Saved entries
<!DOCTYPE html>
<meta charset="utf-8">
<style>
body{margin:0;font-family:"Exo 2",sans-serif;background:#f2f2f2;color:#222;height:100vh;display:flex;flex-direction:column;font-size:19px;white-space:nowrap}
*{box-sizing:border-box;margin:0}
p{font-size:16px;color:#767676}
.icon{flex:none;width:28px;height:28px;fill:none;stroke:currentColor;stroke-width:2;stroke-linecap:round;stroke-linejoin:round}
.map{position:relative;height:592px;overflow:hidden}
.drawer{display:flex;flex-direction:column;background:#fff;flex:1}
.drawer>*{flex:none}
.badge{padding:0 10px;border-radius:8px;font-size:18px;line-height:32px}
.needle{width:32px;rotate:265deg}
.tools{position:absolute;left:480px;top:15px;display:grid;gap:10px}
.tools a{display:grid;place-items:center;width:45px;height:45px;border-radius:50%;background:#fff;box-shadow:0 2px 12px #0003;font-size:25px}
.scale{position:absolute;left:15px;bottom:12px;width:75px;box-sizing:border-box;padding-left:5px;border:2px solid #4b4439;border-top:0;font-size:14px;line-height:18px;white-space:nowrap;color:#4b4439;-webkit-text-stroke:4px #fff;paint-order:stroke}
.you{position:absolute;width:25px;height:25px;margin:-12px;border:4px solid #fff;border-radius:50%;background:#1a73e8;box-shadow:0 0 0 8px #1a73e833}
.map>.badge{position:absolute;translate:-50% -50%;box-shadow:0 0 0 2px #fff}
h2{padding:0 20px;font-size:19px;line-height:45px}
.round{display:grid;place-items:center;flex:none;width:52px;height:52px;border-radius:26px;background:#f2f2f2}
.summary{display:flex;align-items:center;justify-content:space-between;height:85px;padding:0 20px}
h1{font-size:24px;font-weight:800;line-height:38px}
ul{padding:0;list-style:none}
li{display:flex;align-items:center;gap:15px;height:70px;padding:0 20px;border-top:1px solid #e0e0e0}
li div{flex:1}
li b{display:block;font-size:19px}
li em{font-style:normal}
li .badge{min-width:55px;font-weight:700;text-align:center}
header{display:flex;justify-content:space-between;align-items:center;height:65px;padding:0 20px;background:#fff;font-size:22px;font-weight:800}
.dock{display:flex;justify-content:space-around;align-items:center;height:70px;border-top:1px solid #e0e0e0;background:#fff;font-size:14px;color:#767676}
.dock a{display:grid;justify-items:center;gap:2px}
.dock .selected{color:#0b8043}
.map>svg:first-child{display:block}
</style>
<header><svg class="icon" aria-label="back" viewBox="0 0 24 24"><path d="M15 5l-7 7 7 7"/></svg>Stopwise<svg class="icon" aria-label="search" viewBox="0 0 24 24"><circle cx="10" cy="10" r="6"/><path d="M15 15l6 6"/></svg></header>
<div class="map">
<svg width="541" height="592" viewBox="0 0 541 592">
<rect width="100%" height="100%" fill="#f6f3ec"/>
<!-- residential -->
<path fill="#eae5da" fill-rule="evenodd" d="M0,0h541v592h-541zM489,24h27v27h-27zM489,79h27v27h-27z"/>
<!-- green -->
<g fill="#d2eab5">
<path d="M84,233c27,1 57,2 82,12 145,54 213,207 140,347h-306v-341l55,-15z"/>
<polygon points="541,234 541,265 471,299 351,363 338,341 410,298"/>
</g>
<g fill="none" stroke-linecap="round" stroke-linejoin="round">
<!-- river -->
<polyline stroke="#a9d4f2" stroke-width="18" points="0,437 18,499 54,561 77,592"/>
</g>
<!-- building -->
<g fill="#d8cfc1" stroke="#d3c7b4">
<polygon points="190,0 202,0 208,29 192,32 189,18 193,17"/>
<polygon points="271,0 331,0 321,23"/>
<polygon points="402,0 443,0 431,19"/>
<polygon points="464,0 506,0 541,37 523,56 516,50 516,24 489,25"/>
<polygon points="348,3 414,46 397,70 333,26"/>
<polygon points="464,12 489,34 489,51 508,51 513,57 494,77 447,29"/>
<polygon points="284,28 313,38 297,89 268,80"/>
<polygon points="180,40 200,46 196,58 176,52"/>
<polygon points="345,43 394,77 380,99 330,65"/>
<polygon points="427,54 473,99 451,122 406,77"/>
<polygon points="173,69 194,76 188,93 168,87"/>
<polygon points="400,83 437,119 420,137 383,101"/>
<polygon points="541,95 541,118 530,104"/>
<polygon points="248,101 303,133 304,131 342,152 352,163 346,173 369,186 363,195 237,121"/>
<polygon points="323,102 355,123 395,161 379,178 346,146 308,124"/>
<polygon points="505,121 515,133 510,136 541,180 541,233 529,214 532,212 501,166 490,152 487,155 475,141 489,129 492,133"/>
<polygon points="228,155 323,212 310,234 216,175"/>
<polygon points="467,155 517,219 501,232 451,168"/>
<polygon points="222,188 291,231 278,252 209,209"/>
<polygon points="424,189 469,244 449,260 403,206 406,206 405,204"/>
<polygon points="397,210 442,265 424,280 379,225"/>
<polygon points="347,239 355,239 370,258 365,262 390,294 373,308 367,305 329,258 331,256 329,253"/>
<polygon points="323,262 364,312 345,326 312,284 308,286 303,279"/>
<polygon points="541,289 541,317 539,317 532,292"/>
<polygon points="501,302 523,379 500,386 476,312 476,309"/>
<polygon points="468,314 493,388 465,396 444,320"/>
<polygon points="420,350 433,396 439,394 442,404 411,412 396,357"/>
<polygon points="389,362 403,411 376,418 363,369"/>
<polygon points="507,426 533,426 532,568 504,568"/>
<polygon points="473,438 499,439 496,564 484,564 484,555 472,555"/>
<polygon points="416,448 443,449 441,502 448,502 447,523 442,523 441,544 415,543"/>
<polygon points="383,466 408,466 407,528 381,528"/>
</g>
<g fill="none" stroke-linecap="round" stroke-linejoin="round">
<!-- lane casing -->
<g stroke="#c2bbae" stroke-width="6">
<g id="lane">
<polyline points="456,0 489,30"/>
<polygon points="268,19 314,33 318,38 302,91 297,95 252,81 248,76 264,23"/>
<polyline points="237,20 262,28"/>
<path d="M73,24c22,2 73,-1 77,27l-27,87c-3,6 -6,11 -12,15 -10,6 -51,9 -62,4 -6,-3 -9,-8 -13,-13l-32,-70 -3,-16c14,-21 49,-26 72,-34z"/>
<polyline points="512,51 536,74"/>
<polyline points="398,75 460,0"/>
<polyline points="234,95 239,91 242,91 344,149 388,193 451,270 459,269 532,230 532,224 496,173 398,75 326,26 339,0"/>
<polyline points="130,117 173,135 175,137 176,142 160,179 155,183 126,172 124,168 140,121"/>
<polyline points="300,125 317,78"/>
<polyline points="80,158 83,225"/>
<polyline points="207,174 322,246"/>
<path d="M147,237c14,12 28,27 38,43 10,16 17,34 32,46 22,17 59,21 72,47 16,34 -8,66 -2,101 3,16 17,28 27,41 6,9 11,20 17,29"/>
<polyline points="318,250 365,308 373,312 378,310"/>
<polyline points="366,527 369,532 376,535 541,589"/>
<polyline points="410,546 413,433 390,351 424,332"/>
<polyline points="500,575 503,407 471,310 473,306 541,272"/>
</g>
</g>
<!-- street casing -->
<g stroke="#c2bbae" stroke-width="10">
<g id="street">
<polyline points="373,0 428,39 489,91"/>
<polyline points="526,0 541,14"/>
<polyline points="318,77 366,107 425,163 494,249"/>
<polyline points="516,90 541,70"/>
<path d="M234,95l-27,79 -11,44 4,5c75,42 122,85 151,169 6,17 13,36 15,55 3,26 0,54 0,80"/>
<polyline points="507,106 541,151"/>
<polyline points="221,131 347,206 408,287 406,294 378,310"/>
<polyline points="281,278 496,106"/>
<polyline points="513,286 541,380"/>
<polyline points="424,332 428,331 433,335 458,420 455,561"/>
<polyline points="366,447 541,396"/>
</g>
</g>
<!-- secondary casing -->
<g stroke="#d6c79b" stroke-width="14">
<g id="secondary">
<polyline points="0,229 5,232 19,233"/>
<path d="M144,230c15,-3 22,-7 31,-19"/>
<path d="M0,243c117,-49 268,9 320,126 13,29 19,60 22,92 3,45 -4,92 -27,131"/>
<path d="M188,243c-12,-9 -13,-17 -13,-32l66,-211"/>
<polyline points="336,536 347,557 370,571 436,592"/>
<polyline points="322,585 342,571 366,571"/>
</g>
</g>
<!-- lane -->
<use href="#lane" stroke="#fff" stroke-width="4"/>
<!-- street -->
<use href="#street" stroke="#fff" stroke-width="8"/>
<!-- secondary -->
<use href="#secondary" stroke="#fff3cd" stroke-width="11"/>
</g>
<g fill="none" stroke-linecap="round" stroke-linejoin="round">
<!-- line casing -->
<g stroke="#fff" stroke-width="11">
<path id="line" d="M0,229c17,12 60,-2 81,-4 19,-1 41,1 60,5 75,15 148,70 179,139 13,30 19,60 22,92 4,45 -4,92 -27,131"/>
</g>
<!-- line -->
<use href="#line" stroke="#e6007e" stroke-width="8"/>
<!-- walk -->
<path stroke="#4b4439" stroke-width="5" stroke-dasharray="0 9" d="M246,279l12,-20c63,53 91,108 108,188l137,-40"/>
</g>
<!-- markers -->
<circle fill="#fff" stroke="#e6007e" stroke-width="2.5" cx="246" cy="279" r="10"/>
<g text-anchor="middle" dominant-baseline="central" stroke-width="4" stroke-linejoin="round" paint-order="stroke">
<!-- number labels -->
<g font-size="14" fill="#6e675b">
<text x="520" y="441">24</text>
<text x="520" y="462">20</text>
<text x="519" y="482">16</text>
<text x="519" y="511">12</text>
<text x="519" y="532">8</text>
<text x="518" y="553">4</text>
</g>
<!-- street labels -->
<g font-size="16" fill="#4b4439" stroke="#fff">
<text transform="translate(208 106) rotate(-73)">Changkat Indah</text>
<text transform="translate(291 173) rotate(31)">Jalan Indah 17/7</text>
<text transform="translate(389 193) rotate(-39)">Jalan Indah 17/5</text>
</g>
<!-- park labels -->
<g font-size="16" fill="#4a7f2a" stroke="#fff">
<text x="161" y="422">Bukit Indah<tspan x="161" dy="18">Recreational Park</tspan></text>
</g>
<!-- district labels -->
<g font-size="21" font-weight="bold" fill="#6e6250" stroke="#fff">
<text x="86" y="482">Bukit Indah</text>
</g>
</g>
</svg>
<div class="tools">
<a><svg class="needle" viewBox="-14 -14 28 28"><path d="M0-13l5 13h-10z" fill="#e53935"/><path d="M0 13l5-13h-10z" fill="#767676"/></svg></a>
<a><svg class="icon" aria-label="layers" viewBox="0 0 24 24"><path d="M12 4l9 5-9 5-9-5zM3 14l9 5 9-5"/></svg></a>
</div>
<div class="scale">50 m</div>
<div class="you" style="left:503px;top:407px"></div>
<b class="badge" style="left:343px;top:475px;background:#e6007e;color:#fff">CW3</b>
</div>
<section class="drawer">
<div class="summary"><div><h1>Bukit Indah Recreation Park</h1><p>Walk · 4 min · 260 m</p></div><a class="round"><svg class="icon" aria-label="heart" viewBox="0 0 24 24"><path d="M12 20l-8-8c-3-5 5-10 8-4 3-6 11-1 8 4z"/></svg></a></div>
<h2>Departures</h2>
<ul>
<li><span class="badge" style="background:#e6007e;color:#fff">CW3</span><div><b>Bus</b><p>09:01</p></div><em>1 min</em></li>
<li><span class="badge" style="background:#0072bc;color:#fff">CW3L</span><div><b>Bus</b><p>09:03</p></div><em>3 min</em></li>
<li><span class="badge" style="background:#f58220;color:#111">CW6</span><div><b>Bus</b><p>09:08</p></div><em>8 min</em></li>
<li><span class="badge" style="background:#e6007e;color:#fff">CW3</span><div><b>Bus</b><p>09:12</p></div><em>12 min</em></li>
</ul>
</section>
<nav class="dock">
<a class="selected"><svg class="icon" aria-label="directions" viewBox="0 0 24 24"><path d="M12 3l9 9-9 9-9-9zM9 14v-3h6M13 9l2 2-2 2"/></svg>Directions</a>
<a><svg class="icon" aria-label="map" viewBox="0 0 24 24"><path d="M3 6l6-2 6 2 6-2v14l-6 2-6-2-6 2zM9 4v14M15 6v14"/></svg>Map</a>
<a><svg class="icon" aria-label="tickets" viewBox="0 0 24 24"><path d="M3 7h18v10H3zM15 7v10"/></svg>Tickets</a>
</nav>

Activity: The count of lines in the records above holding the word "tools" should be reported as a number, with nothing added.

Written reply: 3